PROBLEM TO SOLVE | Copy out each line of the material in which the word "margin" appears.

•••••

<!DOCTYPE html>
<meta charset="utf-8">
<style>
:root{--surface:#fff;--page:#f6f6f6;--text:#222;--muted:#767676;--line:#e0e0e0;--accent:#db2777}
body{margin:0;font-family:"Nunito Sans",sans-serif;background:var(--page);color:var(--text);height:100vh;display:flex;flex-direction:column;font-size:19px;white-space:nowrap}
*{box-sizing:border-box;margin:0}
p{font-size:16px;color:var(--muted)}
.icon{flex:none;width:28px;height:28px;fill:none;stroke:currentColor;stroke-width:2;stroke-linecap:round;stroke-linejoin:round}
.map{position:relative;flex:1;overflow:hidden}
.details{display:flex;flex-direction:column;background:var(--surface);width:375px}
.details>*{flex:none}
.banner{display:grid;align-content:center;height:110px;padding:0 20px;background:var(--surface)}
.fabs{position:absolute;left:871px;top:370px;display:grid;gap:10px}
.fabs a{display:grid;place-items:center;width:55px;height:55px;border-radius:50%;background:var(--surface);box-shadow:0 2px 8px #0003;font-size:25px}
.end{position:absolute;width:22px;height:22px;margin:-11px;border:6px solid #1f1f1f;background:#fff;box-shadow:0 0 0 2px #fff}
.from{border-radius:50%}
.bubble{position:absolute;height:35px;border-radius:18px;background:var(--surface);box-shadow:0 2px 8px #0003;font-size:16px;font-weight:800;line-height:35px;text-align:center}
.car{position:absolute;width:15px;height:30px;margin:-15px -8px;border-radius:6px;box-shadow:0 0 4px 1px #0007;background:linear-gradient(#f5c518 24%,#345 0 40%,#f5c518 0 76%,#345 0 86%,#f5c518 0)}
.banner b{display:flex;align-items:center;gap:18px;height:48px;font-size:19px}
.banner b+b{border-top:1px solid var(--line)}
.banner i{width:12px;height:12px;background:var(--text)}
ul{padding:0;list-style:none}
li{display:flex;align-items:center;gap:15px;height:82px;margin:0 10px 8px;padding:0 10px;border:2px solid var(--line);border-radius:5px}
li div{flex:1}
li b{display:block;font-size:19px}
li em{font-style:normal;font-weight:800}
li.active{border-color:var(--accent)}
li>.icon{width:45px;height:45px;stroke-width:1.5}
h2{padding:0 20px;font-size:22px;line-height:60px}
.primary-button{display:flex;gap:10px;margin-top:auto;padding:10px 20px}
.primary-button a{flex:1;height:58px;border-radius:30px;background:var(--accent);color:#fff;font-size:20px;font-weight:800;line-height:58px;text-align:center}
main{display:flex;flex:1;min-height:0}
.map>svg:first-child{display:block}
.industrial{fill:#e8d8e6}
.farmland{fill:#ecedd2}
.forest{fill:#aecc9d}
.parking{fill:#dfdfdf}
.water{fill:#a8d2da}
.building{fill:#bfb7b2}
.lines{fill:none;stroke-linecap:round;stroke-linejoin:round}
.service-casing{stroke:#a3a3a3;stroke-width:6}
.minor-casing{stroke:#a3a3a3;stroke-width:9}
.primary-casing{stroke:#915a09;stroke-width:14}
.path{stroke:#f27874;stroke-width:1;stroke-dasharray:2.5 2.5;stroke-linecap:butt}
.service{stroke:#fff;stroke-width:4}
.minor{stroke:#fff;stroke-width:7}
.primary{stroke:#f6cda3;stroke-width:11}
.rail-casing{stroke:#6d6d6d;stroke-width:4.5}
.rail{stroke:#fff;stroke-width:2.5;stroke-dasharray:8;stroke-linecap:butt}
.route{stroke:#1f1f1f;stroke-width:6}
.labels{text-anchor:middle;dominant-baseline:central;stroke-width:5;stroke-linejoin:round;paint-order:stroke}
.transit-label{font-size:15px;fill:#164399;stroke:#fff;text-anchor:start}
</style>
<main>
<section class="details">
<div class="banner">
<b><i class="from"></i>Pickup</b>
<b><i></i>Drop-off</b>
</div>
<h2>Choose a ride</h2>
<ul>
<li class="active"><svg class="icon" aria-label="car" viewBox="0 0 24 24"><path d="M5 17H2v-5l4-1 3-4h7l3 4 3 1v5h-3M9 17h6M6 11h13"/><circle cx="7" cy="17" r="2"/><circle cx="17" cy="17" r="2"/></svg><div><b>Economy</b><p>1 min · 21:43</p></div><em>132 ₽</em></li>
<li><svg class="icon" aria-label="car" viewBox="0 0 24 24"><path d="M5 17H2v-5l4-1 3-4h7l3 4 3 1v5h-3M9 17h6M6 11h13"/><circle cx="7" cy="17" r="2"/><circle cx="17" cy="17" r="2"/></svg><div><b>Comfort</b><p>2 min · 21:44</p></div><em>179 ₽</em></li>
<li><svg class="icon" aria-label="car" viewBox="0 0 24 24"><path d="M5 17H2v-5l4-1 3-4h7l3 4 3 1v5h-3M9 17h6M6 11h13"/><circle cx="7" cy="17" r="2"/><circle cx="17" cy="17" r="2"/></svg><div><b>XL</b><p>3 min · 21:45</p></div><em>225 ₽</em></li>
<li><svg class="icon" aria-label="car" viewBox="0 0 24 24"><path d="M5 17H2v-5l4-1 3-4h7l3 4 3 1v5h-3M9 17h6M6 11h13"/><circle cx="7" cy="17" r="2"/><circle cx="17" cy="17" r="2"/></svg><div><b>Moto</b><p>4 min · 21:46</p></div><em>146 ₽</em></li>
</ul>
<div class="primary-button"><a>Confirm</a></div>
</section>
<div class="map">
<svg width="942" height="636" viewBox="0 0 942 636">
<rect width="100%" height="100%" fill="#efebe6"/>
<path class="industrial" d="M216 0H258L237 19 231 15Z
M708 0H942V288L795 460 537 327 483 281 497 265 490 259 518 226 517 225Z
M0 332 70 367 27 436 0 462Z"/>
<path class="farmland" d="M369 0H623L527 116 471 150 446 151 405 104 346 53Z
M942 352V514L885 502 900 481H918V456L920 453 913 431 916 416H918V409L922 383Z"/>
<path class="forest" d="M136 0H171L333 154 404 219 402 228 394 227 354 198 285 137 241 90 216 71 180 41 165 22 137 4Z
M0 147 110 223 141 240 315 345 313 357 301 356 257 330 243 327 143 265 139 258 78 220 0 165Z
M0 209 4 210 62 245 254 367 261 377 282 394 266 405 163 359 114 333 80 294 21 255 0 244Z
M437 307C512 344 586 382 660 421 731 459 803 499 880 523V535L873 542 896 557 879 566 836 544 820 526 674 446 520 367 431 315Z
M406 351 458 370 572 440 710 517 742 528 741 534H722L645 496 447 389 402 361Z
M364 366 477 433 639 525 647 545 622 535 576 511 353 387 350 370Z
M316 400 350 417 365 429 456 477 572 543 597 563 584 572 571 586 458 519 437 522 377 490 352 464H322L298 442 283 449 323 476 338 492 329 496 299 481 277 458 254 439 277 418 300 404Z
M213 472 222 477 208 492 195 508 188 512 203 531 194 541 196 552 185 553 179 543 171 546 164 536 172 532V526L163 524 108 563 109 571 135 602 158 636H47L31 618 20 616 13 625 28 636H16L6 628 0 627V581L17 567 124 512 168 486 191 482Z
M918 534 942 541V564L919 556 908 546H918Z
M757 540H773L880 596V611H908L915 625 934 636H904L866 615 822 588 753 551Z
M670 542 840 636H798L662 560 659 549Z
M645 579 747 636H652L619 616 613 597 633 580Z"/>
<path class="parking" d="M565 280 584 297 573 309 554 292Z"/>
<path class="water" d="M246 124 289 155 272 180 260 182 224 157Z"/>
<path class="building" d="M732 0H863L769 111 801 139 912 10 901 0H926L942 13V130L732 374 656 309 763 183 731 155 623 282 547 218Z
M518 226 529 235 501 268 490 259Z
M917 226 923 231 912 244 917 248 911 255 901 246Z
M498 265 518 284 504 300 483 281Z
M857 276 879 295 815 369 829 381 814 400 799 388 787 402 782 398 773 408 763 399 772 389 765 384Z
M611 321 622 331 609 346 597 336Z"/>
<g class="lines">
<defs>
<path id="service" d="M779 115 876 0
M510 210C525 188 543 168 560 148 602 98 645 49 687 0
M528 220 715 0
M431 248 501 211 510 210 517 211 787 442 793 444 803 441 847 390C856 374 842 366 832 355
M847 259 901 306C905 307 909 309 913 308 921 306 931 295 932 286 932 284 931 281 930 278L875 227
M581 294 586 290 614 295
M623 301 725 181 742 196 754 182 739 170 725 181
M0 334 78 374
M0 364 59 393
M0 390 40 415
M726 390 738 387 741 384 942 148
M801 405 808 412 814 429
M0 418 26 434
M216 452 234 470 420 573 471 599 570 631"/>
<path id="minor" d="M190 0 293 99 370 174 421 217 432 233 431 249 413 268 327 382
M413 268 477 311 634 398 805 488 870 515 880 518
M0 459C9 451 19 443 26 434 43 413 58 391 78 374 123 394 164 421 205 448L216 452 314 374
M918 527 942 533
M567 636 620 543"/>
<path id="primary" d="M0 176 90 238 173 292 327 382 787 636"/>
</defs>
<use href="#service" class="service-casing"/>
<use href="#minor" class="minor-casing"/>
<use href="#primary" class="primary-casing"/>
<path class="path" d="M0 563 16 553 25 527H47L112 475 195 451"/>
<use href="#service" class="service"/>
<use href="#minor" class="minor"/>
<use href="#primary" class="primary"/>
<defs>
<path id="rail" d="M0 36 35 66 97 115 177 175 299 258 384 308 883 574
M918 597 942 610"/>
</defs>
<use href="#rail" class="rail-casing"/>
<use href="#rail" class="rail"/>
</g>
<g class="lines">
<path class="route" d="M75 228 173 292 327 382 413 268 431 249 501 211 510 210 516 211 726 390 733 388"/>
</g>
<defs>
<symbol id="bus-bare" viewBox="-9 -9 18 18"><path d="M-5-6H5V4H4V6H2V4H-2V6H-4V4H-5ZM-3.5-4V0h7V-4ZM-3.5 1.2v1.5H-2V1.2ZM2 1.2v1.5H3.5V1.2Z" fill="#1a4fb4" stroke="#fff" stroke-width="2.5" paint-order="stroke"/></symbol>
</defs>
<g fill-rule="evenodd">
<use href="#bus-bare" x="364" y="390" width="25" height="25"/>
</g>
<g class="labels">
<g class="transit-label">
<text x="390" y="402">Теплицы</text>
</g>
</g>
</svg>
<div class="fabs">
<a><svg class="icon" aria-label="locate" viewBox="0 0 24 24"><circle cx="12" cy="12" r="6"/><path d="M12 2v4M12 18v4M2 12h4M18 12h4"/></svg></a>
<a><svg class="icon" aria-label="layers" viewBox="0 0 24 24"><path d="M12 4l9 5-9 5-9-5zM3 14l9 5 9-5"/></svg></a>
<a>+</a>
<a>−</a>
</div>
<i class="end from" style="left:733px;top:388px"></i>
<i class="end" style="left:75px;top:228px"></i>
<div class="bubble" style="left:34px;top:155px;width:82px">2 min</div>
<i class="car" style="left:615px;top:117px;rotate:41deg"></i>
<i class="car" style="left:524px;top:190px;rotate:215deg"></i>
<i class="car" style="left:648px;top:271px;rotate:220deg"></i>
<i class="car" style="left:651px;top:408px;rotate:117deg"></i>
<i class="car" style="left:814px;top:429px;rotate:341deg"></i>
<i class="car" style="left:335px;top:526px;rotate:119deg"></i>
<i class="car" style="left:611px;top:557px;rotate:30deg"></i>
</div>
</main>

•••••

RESULT OF THE TASK |
body{margin:0;font-family:"Nunito Sans",sans-serif;background:var(--page);color:var(--text);height:100vh;display:flex;flex-direction:column;font-size:19px;white-space:nowrap}
*{box-sizing:border-box;margin:0}
.end{position:absolute;width:22px;height:22px;margin:-11px;border:6px solid #1f1f1f;background:#fff;box-shadow:0 0 0 2px #fff}
.car{position:absolute;width:15px;height:30px;margin:-15px -8px;border-radius:6px;box-shadow:0 0 4px 1px #0007;background:linear-gradient(#f5c518 24%,#345 0 40%,#f5c518 0 76%,#345 0 86%,#f5c518 0)}
li{display:flex;align-items:center;gap:15px;height:82px;margin:0 10px 8px;padding:0 10px;border:2px solid var(--line);border-radius:5px}
.primary-button{display:flex;gap:10px;margin-top:auto;padding:10px 20px}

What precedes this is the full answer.